La sindrome del gemello, al di là delle proprie credenze, rappresenta obiettivamente una grande occasione, non solo per imparare a elaborare il lutto in merito a qualsiasi perdita, ma indica un percorso importante per imparare a portare nella giusta luce il proprio rapporto con la vita e con la morte. Due facce della stessa realtà. Non esiste l’una senza l’altra. Solo la conoscenza del buio valorizza la luce, solo la consapevolezza della morte fa comprendere il grande valore e il grande miracolo della vita. Riporto quanto scritto nel mio libro La via della guarigione con sottotitolo “Curare la mente per curare il corpo, curare l’ambiente per curare l’uomo, curare lo spirito per curare il mondo”: «L’attuale società in cui viviamo, almeno nelle sue espressioni basate sulla futilità e sul consumismo, porta a rimuovere la consapevolezza che la vita ha una fine.

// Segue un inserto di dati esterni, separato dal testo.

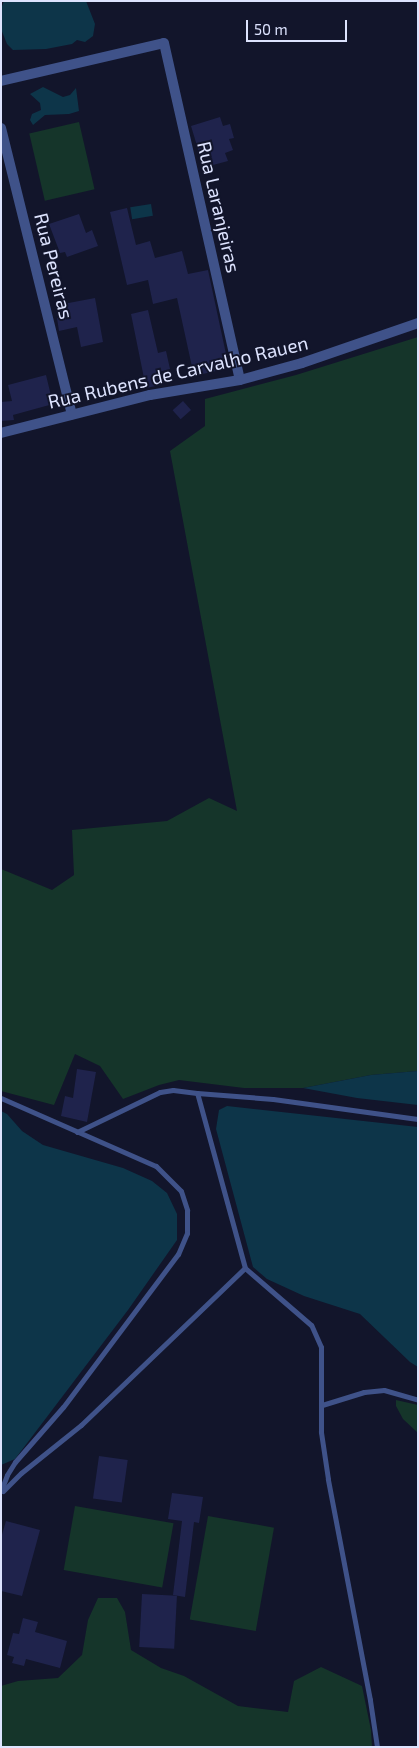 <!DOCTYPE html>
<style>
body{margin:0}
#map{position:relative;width:419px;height:1748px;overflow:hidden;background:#12152b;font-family:"Exo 2",sans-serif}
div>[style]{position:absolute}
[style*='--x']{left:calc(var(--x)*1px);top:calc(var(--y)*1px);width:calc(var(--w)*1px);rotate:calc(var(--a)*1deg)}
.green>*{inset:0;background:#15352a;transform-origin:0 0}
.water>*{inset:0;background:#0d3549;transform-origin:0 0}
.building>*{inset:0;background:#1f234c;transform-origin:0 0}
.service>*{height:5px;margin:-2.5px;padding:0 2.5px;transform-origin:2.5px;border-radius:2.5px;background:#3f5289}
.minor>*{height:10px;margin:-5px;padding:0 5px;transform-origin:5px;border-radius:5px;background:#3f5289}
span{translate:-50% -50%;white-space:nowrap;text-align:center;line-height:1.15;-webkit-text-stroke:4px #12152b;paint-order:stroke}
.street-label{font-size:19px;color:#dde3fe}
.frame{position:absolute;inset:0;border:2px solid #dde3fe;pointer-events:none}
.scale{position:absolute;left:246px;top:20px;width:101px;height:22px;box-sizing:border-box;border:2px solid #dde3fe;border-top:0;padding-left:6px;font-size:15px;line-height:18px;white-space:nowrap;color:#dde3fe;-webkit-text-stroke:4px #12152b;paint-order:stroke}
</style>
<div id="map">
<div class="green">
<i style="left:79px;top:122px;width:69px;height:51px;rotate:77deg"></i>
<i style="clip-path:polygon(418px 337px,418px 1071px,371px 1075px,303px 1088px,244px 1088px,179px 1080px,159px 1085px,123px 1099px,100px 1066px,75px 1054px,54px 1105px,1px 1091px,1px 869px,52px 890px,74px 875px,72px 830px,167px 821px,209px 798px,237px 811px,170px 451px,205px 426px,205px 399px,296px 375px)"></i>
<i style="clip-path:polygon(396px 1400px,418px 1405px,418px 1433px,403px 1419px,396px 1406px)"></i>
<i style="left:75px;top:1506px;width:100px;height:65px;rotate:10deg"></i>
<i style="left:208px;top:1516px;width:67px;height:105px;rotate:10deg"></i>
<i style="clip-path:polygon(98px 1598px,117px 1598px,125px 1612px,131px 1650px,161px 1668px,184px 1676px,238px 1706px,288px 1712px,294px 1681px,321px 1667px,362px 1686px,371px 1730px,372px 1747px,1px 1747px,1px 1686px,18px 1681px,58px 1678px,82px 1655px,88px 1620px)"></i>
</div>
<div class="water">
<i style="clip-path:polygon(4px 1px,86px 1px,95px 24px,93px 36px,85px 42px,77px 40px,72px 44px,46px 49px,13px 50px,7px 44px,1px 29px,1px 9px)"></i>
<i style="clip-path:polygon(43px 87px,63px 97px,70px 95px,76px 88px,79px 111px,69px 114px,45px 115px,33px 125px,30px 120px,32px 114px,41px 110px,40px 103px,30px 94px)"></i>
<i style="left:151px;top:204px;width:12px;height:21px;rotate:81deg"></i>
<i style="clip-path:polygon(418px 1071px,418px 1105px,357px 1098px,303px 1088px,371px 1075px)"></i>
<i style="clip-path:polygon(227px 1106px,418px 1127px,418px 1367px,410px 1362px,360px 1314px,304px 1296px,267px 1279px,253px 1267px,216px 1129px,219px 1110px)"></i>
<i style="clip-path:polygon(1px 1111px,7px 1114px,22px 1131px,43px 1145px,123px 1168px,152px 1181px,167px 1193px,177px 1214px,177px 1240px,128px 1310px,15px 1459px,1px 1465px)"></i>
</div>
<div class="building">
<i style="clip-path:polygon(220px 117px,223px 126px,230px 124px,234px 138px,229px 139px,233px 150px,225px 153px,228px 161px,213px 165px,211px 156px,201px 159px,191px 126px)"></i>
<i style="clip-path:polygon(127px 208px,136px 245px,150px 241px,155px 258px,182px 251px,188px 274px,208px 270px,229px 368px,194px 376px,177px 298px,153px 304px,148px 280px,127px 285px,110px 212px)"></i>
<i style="clip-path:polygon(79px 214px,86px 233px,92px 230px,98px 246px,67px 257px,65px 252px,60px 253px,49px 224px)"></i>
<i style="clip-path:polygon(95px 298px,103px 342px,81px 347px,77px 327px,59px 331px,57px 318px,60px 318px,58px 305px)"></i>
<i style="clip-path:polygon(148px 310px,158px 353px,166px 351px,170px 369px,158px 372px,161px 385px,146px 388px,131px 314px)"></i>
<i style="clip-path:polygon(46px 375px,53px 404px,13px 415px,14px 420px,1px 421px,1px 402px,12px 401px,8px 385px)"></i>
<i style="left:183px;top:401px;width:12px;height:14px;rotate:48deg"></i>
<i style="clip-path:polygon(77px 1069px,96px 1072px,87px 1122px,61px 1116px,65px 1096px,73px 1098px)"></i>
<i style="left:99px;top:1456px;width:29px;height:43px;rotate:8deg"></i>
<i style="clip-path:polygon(172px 1493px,203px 1497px,199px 1523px,194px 1522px,185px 1597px,173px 1595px,182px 1521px,168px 1519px)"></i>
<i style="clip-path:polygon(6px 1521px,40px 1530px,22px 1596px,1px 1591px,1px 1538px)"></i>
<i style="left:142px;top:1594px;width:35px;height:53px;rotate:3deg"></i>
<i style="clip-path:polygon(23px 1618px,38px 1622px,35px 1632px,67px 1641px,60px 1668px,26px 1659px,24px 1666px,12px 1663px,14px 1657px,7px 1655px,13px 1633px,19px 1634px)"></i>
</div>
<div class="service">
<i style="--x:1;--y:1098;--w:169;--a:23.7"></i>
<i style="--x:156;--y:1166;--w:35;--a:45"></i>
<i style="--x:181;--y:1191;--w:20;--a:72"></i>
<i style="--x:187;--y:1210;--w:23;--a:90"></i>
<i style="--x:187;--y:1233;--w:23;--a:113"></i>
<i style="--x:178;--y:1254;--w:191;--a:126.9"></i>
<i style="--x:63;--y:1407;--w:73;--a:131.1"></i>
<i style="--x:15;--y:1462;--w:15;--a:122"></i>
<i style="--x:7;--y:1475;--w:17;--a:111"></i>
<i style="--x:77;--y:1132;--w:92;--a:-25.7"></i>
<i style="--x:160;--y:1092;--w:13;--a:-9"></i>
<i style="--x:173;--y:1090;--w:24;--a:7"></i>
<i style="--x:322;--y:1405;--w:44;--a:-17.2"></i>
<i style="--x:364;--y:1392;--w:20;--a:-6"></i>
<i style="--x:384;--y:1390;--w:35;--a:16"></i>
<i style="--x:3;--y:1491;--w:25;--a:-45"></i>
<i style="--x:21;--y:1473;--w:77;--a:-38.7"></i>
<i style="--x:81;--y:1425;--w:227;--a:-43.8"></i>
<i style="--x:377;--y:1747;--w:48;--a:-98.5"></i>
<i style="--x:370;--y:1700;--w:225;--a:-100.8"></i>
<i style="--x:328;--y:1479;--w:48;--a:-98.5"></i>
<i style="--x:321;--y:1432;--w:85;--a:-90"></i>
<i style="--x:321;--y:1347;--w:24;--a:-114"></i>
<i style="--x:311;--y:1325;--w:87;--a:-139.2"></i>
<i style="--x:245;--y:1268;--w:181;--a:-105.3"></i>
<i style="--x:197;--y:1093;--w:76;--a:4.5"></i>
<i style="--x:273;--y:1099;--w:146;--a:7.9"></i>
</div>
<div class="minor">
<i style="--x:1;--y:81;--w:167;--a:-13.1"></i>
<i style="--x:164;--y:43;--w:345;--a:77.3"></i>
<i style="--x:1;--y:128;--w:295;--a:76.1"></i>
<i style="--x:1;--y:433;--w:154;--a:-14.3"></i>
<i style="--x:150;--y:395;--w:91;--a:-9.5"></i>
<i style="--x:240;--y:380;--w:64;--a:-15.3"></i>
<i style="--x:302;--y:363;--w:123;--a:-19"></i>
</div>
<div class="street-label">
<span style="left:219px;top:207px;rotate:77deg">Rua Laranjeiras</span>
<span style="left:54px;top:266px;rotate:76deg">Rua Pereiras</span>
<span style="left:178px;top:372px;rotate:-13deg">Rua Rubens de Carvalho Rauen</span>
</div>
<div class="frame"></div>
<div class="scale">50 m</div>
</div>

Bisogna vendere l’immagine di un’eterna giovinezza, di una scienza che può tutto, anche sconfiggere la morte. Nella falsa illusione di essere eterni ci si adatta più facilmente, in modo passivo, al consumismo imperante, a una vita in cui la fa da padrone l’apparenza, l’avere e la superficialità. Lo stile di vita conseguente ci porta a comportamenti che producono malattia, sofferenza e morte. Le energie che si liberano, nel momento in cui non le impieghiamo per rimuovere e negare la morte e la sofferenza, potranno essere utilizzate per sopportare la sofferenza e la consapevolezza della morte come potenti strumenti di promozione della vita e della salute.

La sofferenza vissuta degnamente è un grande motore di crescita, bisogna saper soffrire per sconfiggere la sofferenza. Bisogna avere consapevolezza della morte per sconfiggerla e per assaporare il vero valore della vita».